◆ LISTED ENTRIES ◆
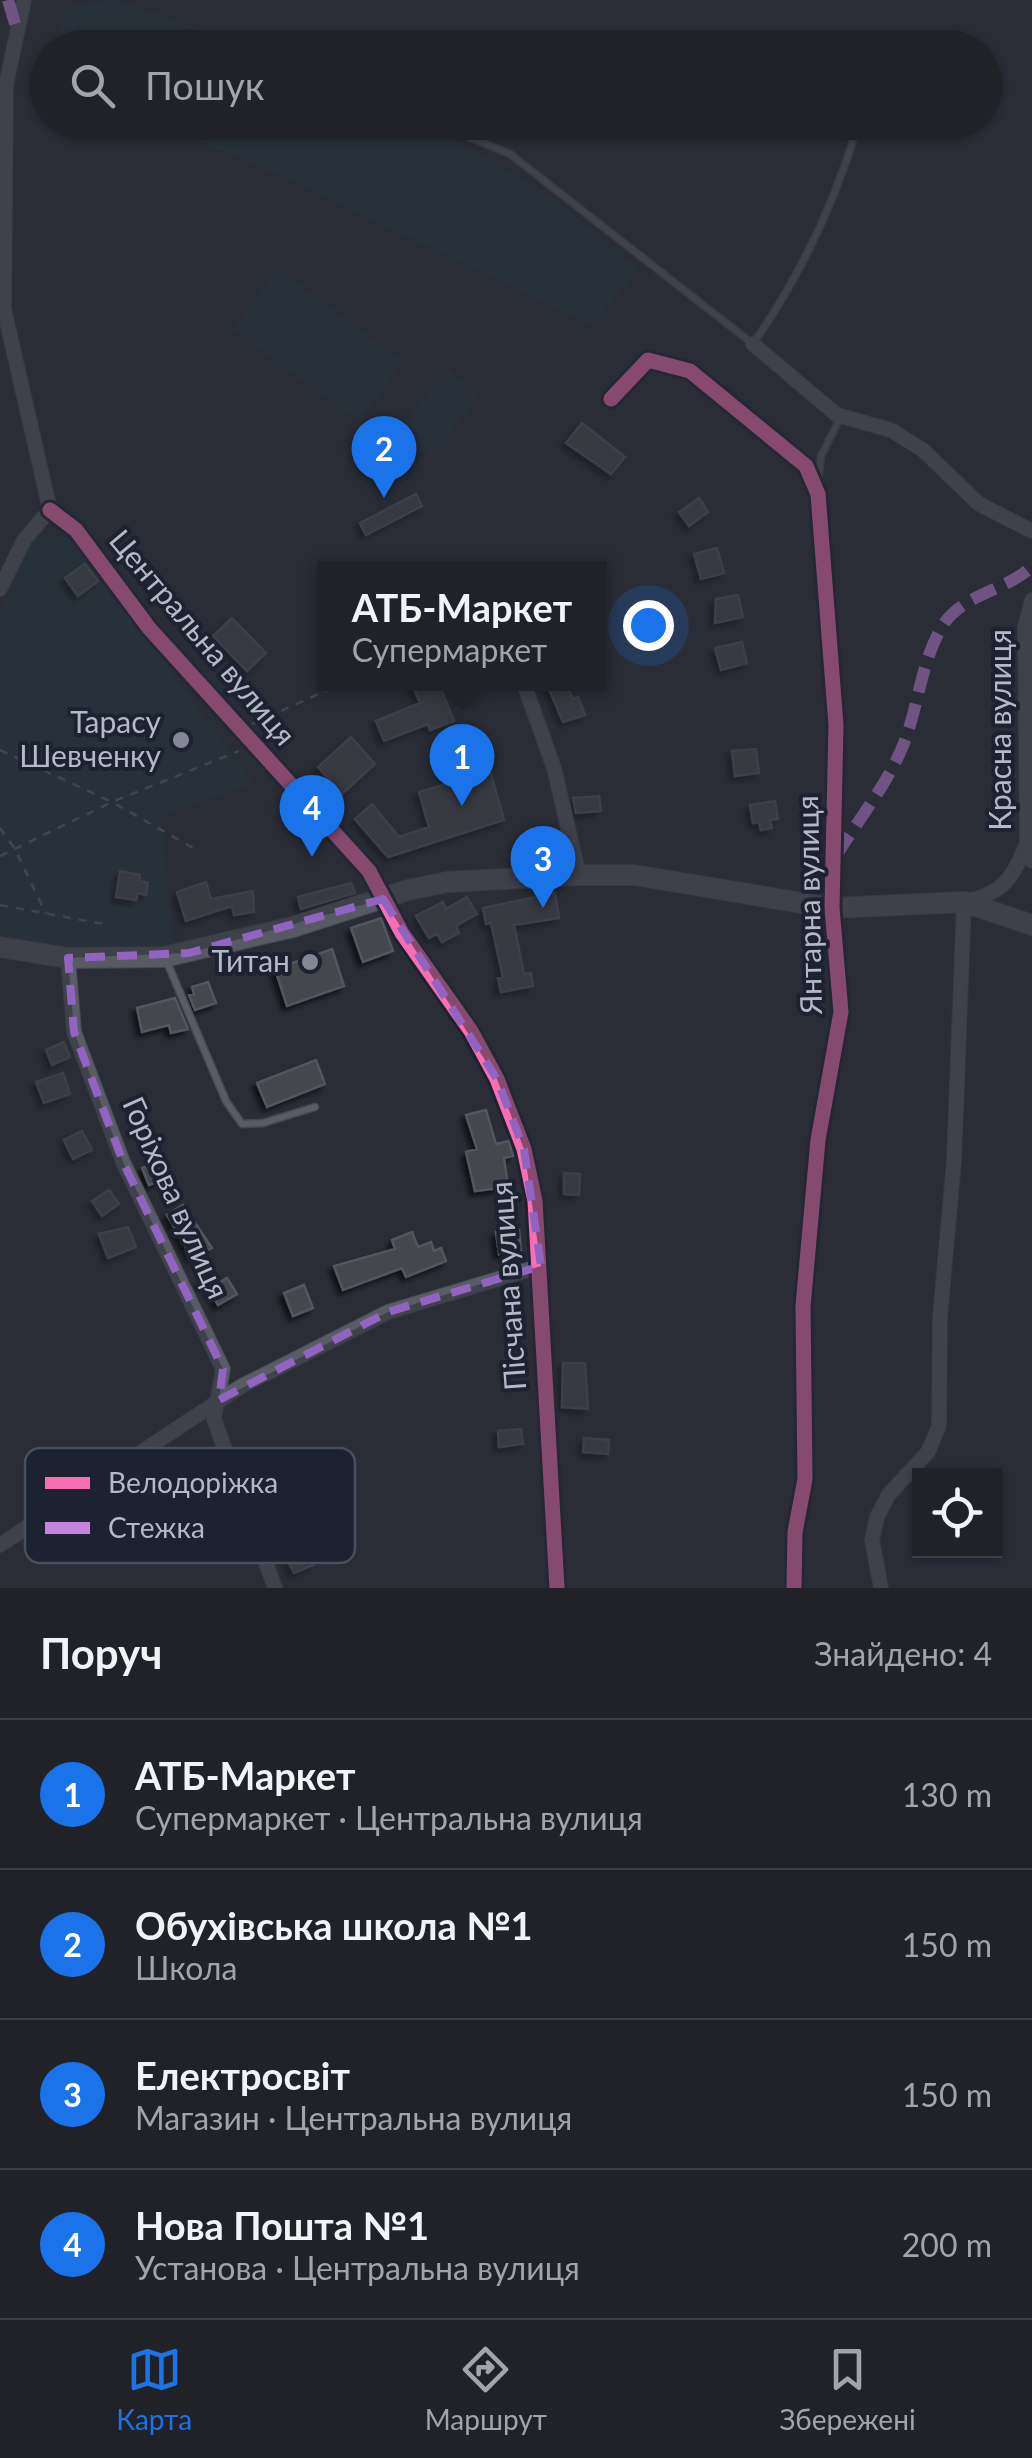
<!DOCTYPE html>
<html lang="uk">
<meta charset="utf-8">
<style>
body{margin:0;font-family:Lato,sans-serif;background:#282a30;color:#f1f3f6}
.controls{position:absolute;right:30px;bottom:30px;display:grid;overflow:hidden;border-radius:0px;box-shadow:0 2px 8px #0004}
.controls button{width:90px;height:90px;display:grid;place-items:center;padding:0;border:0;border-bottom:2px solid #3d3f45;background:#202228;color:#f1f3f6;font:50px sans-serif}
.you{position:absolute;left:648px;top:625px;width:35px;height:35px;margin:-25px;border:8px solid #fff;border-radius:50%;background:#1a73e8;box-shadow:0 0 0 15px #1a73e833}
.badge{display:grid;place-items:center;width:65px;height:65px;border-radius:50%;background:#1a73e8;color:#fff;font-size:32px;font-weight:700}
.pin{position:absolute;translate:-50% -82px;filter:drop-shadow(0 2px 5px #0008)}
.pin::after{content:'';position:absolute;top:52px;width:35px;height:30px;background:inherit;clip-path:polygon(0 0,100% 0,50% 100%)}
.popup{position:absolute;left:317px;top:561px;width:290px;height:130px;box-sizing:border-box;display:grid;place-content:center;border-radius:0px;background:#202228;filter:drop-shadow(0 2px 8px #0005);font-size:32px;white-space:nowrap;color:#a2a4a8}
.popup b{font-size:38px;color:#f1f3f6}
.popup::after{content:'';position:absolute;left:50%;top:100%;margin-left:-20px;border:20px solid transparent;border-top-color:#202228}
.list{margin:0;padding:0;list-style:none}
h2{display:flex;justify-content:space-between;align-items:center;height:130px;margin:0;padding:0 40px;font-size:42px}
h2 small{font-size:32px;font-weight:400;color:#a2a4a8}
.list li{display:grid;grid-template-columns:65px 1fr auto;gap:30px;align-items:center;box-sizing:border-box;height:150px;padding:0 40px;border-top:2px solid #3d3f45}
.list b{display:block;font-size:38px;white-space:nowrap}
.list p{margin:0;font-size:32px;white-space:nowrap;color:#a2a4a8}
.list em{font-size:32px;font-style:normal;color:#a2a4a8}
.icon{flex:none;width:55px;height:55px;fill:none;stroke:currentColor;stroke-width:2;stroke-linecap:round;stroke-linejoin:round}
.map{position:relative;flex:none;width:1032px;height:1588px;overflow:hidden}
.search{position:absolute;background:#202228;box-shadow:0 2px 8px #0004;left:30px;right:30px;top:30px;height:110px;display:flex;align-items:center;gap:25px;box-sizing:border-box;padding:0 35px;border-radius:55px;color:#a2a4a8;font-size:38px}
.sheet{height:730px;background:#202228}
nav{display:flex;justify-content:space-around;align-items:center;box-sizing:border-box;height:140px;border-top:2px solid #3d3f45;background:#202228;font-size:28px;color:#a2a4a8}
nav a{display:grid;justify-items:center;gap:5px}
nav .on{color:#1a73e8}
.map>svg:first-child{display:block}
.green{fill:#27363c}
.building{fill:#44464e;stroke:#52555e;stroke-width:2.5;filter:url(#shadow)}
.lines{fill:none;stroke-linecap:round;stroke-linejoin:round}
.lane-casing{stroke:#464850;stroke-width:9}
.street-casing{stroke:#464850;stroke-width:16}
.secondary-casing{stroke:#464850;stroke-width:22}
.path{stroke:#5d6068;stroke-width:2.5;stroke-dasharray:8 8;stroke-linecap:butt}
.lane{stroke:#595c65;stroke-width:6}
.street{stroke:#595c65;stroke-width:14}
.secondary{stroke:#585a63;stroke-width:20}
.quiet{stroke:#c483df;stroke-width:12;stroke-dasharray:25 12;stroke-linecap:butt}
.cycleway-casing{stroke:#1d2231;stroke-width:21}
.cycleway{stroke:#f96db3;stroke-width:15}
.marked{fill:none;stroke:#9264c2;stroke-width:8;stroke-dasharray:20 12;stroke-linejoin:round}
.poi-dot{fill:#848794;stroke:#1d2231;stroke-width:4}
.labels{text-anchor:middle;stroke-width:8;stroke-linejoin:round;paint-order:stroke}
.street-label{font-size:30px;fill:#b4b8c7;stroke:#1d2231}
.poi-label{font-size:30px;fill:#b4b8c7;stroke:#1d2231;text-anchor:end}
.key{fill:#1d2231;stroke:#4a4f5e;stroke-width:2.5}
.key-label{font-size:28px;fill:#b4b8c7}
</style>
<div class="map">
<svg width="1032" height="1588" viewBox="0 0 1032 1588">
<defs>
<filter id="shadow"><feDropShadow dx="-4.5" dy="4.5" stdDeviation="2.5" flood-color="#0009"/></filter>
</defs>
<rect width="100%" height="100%" fill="#2a2d36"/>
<path class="green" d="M113,0L257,46L261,47H58L65,7Z
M158,123H426L550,196L639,269L591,326L314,190Z
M278,269L403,362L359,422L233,329Z
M448,370L480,396L429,457L397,430Z
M33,537H72L253,783L161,816L174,946L72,949L0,939V611Z"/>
<path class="building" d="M582,423L625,457L611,474L566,443Z
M416,494L422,506L366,535L360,523Z
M699,498L708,512L689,526L679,512Z
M717,548L724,573L701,579L694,554Z
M85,564L98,581L78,596L65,578Z
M738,595L743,617L715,623L716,599Z
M232,618L266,653L247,671L213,636Z
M742,642L747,663L721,670L715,648Z
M412,684H439L454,721L430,730L428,724L384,741L376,721L420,703Z
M547,684H566L573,699L578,697L585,715L563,722Z
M351,737L375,764L342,794L318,767Z
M756,749L759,773L735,776L732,751Z
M490,771L504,820L388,857L355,819L372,804L399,837L429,827L419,792Z
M599,796L601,811L576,813L573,798Z
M775,801L778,819L770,820L772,828L761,830L759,822L753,823L750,805Z
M120,871L140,875L139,881L148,883L146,895L138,893L136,900L116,897Z
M206,882L211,899L253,891L254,912L234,915L232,906L186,921L177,892Z
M351,883L355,893L301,909L298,897Z
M555,893L559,918L514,925L524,974L531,973L533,986L501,992L498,978L503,977L491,923L486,924L483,908Z
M467,897L477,914L456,926L459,933L442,942L437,934L429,938L416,916L443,902L446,909Z
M381,918L393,951L363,962L351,928Z
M332,949L344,986L287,1006L275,969Z
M208,982L216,1003L195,1010L189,995L194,994L192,987Z
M175,998L188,1029L171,1033L169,1025L142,1032L137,1008Z
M64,1042L70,1057L52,1065L46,1050Z
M316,1060L325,1084L267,1107L257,1083Z
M63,1073L70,1094L44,1103L36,1082Z
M486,1110L496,1144L509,1141L513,1156L504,1158L508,1187L475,1191L466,1152L477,1149L466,1115Z
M82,1131L92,1150L73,1159L64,1140Z
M161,1160L168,1177L149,1185L142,1168Z
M564,1173L580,1174L579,1195L564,1194Z
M109,1190L119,1204L102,1216L92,1201Z
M183,1205L212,1248L192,1258L167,1215Z
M128,1227L136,1247L108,1258L99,1234Z
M519,1230L521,1251L499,1254L496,1232Z
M412,1232L418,1247L431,1242L434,1251L441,1248L446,1261L406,1277L402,1268L343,1290L334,1266L395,1249L392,1240Z
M227,1278L237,1294L218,1305L209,1289Z
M304,1285L313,1308L293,1316L284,1293Z
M563,1363H585L588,1409L562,1407Z
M521,1429L523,1444L499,1447L498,1431Z
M584,1438L609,1440L608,1454L583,1452Z
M305,1548L313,1565L294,1573L286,1557Z"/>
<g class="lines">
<g class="lane-casing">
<path id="lane" d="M433,122L510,154L753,344C800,276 835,204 858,124
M818,483L821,456L841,416
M167,962L226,1101L242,1124L263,1123L315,1107"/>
</g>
<g class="street-casing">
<path id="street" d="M24,0L6,85L4,309L50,510
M753,344L837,415L891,430L923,450L979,504L1032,531
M611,399L648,360L690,371L806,466L818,494L836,725L832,908L841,1012L818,1140L803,1306L805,1479L795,1532L794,1588
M50,510L76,530L149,628L369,871L402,933L471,1031L497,1079L524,1149L535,1201L557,1588
M0,589L24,540L50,510
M1032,600L1025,627L1027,843L1032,861
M524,684L554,768L579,875
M68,958L74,1032L123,1162L223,1369L214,1419L275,1588
M0,1545L240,1387L388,1312L541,1266
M881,1588L872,1540L877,1517L889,1494L928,1452L939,1426L940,1317L954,1161L964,902C1003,893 1013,879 1027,843"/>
</g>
<g class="secondary-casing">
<path id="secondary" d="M0,947L68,958L164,957L293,927L408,890L447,882L579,875H634L832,908L964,902L1032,925"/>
</g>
<path class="path" d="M252,724L341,684
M0,750L112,802L193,848
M0,828L15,849L46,914
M0,856L112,802L239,751
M0,905L109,925"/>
<use href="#lane" class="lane"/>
<use href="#street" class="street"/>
<use href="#secondary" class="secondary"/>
<path class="quiet" d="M8,0L17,30
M836,856C858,820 889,782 904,743C919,704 921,661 943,625C964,593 1007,591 1032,566"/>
<g class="cycleway-casing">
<path id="cycleway" d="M611,399L648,360L690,371L806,466L818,494L836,725L832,908L841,1012L818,1140L803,1306L805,1479L795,1532L794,1588
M50,510L76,530L149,628L369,871L402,933L471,1031L497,1079L524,1149L535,1201L557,1588"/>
</g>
<use href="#cycleway" class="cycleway"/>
</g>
<path d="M0 0H1032V1588H0ZM383,899L497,1079L524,1149L541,1266L388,1312L219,1400L223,1369L123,1162L74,1032L68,958L189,953Z" fill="#2a2d36" fill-opacity=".55" fill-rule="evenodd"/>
<path class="marked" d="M383,899L497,1079L524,1149L541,1266L388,1312L219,1400L223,1369L123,1162L74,1032L68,958L189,953Z"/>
<g class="poi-dot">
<circle cx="181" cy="740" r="10"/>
<circle cx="310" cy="962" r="10"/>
</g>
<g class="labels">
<g class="street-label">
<text transform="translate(202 638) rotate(50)" y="10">Центральна вулиця</text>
<text transform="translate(1001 730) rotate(-90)" y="10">Красна вулиця</text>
<text transform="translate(810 905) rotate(-91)" y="10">Янтарна вулиця</text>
<text transform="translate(175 1198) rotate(66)" y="10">Горіхова вулиця</text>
<text transform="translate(509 1286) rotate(-94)" y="10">Пісчана вулиця</text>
</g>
<g class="poi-label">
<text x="161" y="733">Тарасу<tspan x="161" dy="34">Шевченку</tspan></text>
<text x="290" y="972">Титан</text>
</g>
</g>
<rect x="25" y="1448" width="330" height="115" rx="15" class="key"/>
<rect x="45" y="1477" width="45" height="12" fill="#f96db3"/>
<rect x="45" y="1522" width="45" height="12" fill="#c483df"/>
<g class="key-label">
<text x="108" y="1493">Велодоріжка</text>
<text x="108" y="1538">Стежка</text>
</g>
</svg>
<div class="controls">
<button><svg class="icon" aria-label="locate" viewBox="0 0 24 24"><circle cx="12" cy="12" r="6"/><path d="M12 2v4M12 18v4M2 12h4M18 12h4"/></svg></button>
</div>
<div class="you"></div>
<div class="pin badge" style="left:462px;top:806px">1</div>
<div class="popup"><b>АТБ-Маркет</b>Супермаркет</div>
<div class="pin badge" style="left:384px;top:498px">2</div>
<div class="pin badge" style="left:543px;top:908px">3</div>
<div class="pin badge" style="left:312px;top:857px">4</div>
<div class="search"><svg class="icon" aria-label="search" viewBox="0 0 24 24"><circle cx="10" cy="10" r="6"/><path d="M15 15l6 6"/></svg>Пошук</div>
</div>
<section class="sheet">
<h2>Поруч<small>Знайдено: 4</small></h2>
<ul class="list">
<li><span class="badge">1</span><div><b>АТБ-Маркет</b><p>Супермаркет · Центральна вулиця</p></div><em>130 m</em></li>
<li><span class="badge">2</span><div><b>Обухівська школа №1</b><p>Школа</p></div><em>150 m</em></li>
<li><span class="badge">3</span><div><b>Електросвіт</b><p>Магазин · Центральна вулиця</p></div><em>150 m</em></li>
<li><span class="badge">4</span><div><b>Нова Пошта №1</b><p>Установа · Центральна вулиця</p></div><em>200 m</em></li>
</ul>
</section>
<nav>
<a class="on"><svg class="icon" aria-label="map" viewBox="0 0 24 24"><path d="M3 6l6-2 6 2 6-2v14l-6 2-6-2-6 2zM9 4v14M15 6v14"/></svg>Карта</a>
<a><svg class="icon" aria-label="directions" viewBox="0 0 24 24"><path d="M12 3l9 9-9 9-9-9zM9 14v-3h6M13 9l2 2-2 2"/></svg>Маршрут</a>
<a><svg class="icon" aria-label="saved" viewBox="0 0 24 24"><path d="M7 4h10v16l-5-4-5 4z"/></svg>Збережені</a>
</nav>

◆ EXERCISE REQUIREMENTS ◆
Among the lines above, find those holding "labels" and copy each one.

◆ SOLUTION FOR THIS EXERCISE ◆
.labels{text-anchor:middle;stroke-width:8;stroke-linejoin:round;paint-order:stroke}
<g class="labels">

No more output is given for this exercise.